In my experience, however, this design approach is best accomplished using a sequence diagram in UML (see "How the UML Models Fit Together" Focus on UML, page SR4, for an example of a sequence diagram), with the original (requirement-level, user manual view) text of the parent use case shown along the left margin, and the actual detailed dynamic behavior, showing each method invocation and the message that invokes it, in the body of the diagram. Showing the detailed design and the requirement-level textual use case description on the same page provides a quick "eyeball" requirements trace, which verifies that, for at least this use case, your design matches the requirements. Simply repeat this for all the use cases of your system, and you have a traceable design.
While drawing the sequence diagrams, you'll identify specific operations and assign them to specific objects within your design. You're actually building the static class model, even though you're drawing dynamic model (sequence) diagrams at the same time. The sequence diagram is the vehicle that teaches us how much we don't know when we explore the object model in the abstract.
Defer Assigning Operations to Classes
Don't worry too much about specifying which operations go in which classes during the analysis phase of your project. You'll probably get the mapping wrong anyway, except in the most obvious cases (and sometimes even then). Experience teaches that these behavior allocation decisions are best made very carefully, one at a time, as the dynamic models are explored.

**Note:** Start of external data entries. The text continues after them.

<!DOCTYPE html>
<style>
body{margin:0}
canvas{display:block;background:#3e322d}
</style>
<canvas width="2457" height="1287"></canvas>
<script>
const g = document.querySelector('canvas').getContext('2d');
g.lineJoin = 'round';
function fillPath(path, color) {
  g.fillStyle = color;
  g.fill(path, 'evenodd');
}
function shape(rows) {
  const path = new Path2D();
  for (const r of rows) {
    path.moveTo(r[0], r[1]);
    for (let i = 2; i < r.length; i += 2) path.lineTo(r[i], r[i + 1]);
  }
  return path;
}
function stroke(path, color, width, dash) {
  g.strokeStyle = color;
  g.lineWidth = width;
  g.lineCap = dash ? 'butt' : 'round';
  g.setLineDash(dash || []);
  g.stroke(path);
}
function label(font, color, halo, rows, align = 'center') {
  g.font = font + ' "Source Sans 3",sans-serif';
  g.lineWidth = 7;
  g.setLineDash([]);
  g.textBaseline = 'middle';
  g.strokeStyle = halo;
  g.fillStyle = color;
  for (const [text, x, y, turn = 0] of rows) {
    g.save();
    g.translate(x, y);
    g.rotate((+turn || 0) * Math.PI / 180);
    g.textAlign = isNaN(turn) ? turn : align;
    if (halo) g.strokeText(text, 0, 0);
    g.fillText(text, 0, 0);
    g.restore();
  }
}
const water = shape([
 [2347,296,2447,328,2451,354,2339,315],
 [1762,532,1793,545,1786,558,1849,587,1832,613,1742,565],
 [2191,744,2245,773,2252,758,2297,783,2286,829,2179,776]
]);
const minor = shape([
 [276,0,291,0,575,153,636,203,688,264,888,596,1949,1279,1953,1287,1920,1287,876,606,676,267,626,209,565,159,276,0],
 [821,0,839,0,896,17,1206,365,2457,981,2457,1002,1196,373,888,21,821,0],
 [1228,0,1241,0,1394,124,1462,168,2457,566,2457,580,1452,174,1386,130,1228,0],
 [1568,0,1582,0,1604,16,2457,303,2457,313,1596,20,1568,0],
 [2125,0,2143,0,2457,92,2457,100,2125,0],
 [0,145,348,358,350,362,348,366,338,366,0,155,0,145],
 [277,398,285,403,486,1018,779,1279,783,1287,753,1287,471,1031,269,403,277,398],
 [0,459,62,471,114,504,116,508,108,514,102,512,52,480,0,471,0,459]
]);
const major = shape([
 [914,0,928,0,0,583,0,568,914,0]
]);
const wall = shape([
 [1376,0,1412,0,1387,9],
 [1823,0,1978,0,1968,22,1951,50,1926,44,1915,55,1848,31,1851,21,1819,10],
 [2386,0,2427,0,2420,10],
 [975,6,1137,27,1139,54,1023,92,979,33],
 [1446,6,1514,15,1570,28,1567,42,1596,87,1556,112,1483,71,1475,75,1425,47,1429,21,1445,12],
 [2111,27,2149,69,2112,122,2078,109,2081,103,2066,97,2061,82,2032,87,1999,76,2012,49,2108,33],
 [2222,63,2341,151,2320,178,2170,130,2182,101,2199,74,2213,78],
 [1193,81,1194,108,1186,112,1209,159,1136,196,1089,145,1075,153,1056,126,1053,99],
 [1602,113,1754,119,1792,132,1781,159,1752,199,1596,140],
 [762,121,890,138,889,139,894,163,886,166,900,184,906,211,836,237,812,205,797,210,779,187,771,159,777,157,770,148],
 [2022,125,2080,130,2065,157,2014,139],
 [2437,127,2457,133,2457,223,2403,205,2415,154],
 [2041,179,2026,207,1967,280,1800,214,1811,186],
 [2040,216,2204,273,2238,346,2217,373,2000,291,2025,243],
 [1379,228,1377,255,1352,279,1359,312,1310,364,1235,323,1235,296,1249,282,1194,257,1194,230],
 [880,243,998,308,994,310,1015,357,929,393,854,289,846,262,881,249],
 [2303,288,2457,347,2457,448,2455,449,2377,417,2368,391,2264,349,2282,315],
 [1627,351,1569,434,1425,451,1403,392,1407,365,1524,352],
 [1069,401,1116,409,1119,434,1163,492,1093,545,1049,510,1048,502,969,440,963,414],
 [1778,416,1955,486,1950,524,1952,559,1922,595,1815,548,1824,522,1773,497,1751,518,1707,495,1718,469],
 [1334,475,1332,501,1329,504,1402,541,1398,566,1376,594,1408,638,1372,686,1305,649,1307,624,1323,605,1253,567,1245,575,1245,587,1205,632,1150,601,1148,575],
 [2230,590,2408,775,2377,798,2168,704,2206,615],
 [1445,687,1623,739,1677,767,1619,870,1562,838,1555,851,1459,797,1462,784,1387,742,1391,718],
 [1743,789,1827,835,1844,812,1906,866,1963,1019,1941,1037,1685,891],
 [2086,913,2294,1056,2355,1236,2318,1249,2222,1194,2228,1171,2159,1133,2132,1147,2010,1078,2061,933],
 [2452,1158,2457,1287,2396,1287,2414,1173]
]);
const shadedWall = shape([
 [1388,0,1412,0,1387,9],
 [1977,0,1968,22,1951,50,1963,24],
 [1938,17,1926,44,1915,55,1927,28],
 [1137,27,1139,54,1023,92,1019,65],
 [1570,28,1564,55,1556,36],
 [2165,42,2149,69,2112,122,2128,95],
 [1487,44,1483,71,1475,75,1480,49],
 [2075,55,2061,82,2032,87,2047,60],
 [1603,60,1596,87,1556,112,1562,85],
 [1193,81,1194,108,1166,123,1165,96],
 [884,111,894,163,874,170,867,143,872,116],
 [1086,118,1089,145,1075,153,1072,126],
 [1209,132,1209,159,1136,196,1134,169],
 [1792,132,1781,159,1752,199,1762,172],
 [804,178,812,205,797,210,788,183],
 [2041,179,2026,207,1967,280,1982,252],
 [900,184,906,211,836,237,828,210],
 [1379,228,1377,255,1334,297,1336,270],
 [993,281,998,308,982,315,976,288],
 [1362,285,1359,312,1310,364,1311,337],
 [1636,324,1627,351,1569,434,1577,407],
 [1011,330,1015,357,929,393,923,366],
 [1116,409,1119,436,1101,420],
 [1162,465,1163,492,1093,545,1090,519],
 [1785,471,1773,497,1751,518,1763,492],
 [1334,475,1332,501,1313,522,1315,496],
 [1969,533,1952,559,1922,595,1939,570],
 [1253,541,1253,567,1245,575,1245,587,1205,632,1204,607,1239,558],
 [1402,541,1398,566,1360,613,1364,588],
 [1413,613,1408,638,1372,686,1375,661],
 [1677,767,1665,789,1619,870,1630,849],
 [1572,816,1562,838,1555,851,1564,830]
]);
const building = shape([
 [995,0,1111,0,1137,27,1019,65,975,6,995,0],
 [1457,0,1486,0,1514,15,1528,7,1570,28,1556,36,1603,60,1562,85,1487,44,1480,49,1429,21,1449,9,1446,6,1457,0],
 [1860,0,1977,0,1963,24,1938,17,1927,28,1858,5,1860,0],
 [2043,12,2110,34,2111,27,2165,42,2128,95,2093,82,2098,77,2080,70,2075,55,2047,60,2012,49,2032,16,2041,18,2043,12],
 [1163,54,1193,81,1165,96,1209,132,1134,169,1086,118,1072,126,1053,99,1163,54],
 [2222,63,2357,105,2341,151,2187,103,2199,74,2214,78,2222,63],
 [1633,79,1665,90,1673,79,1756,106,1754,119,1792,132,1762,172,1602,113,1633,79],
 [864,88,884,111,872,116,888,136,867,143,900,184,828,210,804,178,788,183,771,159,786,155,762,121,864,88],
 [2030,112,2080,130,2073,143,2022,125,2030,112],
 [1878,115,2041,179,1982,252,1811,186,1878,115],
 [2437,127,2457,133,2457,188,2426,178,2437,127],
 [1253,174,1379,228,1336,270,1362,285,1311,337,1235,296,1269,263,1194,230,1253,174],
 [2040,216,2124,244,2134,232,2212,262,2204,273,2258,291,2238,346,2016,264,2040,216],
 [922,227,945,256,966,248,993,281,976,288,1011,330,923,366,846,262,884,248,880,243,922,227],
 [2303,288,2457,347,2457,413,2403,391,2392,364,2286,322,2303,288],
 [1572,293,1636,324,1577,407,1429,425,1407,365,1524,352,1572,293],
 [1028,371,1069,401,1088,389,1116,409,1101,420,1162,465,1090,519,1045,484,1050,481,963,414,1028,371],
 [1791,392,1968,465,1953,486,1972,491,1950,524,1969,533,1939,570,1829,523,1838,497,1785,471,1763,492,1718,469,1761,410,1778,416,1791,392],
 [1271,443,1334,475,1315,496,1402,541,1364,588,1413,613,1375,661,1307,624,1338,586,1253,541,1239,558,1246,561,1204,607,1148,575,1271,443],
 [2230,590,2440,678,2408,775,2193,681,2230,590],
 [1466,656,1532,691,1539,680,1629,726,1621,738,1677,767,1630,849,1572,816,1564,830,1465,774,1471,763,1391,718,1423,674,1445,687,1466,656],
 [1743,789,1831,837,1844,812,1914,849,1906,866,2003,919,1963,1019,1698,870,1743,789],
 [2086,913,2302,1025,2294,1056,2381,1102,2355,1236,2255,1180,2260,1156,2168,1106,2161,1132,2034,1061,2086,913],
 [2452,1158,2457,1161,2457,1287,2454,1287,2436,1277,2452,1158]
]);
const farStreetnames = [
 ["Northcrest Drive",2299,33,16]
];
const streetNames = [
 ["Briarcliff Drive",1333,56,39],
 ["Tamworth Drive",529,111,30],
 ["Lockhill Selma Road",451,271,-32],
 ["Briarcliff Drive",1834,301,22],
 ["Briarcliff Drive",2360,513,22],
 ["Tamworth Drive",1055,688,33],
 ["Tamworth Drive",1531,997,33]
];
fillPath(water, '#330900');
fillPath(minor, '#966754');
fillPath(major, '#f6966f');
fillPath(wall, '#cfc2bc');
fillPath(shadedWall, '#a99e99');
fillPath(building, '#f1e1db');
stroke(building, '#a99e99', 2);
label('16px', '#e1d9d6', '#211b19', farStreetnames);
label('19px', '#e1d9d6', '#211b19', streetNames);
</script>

Keeping this separation in mind (Analysis: what are the objects? Design: how is the behavior allocated?) helps project teams define the boundary between analysis and design. Our original Unified Object Modeling process approach used the Object Modeling Technique notation at the analysis level, and the Booch notation for design. The Object Modeling Technique was applied during analysis using the Booch method for detailed, design-level models. With UML, these notations have been merged into a single, Object Modeling Technique-flavored class diagram. As the line between analysis and design notations has blurred, project teams often experience difficulty in understanding where the analysis and design boundary is.

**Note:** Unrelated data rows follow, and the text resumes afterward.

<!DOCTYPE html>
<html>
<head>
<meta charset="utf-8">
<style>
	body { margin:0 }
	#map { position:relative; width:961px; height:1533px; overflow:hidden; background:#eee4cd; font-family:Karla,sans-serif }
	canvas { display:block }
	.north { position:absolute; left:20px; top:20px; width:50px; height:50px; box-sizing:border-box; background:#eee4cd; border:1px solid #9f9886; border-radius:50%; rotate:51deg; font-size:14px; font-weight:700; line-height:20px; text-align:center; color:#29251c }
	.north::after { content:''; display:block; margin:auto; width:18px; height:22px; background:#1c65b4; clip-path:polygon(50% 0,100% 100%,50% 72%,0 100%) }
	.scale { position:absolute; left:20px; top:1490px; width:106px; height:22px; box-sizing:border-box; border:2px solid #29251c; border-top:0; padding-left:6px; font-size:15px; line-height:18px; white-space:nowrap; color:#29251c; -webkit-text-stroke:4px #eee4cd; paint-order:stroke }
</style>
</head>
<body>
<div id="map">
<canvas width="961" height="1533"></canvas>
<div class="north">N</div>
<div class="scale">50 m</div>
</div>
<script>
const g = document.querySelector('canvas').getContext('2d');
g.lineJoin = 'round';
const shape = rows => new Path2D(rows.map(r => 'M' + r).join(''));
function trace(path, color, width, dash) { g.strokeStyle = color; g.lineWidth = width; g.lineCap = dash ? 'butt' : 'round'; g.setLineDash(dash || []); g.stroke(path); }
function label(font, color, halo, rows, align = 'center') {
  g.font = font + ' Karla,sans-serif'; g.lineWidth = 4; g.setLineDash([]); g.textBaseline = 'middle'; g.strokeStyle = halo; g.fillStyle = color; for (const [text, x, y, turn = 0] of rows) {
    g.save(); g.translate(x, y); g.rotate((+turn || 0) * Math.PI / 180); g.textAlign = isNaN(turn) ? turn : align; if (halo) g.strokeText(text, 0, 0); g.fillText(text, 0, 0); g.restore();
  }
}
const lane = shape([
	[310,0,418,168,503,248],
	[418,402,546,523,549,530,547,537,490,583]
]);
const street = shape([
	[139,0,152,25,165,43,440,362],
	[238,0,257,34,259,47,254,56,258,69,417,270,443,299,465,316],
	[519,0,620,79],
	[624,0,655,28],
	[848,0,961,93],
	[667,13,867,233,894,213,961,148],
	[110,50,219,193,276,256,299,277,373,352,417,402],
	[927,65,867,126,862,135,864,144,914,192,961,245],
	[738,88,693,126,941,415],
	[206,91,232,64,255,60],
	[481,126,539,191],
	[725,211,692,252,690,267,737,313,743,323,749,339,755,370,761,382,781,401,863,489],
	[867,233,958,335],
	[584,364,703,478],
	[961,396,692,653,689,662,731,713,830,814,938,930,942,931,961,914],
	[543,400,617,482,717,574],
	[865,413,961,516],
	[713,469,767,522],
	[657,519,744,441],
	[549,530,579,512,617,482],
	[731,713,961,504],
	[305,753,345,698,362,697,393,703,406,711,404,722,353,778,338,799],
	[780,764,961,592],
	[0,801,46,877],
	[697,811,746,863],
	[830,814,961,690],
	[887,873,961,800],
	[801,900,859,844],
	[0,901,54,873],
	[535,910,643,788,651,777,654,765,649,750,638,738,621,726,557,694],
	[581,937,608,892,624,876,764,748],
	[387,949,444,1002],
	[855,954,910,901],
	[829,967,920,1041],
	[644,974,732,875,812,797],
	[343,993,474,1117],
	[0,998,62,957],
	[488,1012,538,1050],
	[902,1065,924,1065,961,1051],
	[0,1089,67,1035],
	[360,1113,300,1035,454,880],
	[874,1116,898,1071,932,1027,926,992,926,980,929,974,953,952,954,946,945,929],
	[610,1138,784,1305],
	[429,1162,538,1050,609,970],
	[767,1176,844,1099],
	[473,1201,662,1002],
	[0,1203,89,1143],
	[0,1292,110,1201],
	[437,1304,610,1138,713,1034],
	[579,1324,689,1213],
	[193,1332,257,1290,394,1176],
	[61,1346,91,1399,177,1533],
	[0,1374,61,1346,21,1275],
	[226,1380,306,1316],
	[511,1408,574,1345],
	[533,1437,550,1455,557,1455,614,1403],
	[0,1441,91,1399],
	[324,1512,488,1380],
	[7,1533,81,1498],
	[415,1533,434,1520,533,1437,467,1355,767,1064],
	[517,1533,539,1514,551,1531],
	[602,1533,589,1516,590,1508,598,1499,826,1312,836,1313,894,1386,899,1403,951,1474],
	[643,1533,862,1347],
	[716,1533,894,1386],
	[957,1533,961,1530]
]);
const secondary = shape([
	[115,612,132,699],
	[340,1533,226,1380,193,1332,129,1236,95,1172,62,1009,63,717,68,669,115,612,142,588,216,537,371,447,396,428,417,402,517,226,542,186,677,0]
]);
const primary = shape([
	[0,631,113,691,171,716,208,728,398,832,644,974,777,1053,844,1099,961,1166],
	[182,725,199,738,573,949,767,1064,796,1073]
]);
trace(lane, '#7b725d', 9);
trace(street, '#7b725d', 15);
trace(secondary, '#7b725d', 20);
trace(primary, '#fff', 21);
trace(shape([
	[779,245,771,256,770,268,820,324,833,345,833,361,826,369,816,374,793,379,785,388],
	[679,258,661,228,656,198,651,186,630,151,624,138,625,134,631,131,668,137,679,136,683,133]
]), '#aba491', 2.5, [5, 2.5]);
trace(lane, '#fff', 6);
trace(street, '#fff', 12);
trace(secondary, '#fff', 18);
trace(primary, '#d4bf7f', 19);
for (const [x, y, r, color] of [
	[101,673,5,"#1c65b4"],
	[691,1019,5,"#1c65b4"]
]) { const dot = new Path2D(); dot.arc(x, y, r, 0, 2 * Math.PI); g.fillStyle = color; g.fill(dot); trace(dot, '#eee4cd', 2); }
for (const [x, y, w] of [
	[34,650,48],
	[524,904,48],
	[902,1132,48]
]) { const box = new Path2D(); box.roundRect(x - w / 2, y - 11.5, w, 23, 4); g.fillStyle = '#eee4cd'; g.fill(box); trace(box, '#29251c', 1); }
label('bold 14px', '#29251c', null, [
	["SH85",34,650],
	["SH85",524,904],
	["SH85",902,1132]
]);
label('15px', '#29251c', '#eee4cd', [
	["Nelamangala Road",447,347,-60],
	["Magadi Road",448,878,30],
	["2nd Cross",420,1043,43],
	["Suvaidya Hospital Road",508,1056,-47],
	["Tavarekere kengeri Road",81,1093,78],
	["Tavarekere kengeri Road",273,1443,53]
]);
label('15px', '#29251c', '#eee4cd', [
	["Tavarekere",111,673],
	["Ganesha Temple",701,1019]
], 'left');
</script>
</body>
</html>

Even though I teach an iterative and incremental process, a requirements review and a design review must be included at some logical point. If I'm reviewing an analysis model, I'm not particularly concerned whether or not the classes have operations showing (in most cases, I'm just as happy if they don't). I'm looking for a good set of domain classes and a comprehensive use case model. For a design review, however, all operations should be accounted for, and there must be visual traceability between the requirements and the design on the sequence diagrams. The designer must also be able to defend his or her decisions as to why any given operation was placed in a particular class.
Simply Successful
The most important things to keep in mind as you apply UML to your project are to keep it simple, write the user manual first (one use case at a time), and get your project team on the same page regarding process. Remember, UML specifies a notation, not a process. The most successful projects I've seen are adopting use case-driven, iterative, and incremental approaches. If you tailor your process to the individual parameters of your project and to the skill set of your team, your UML project will be marked for success.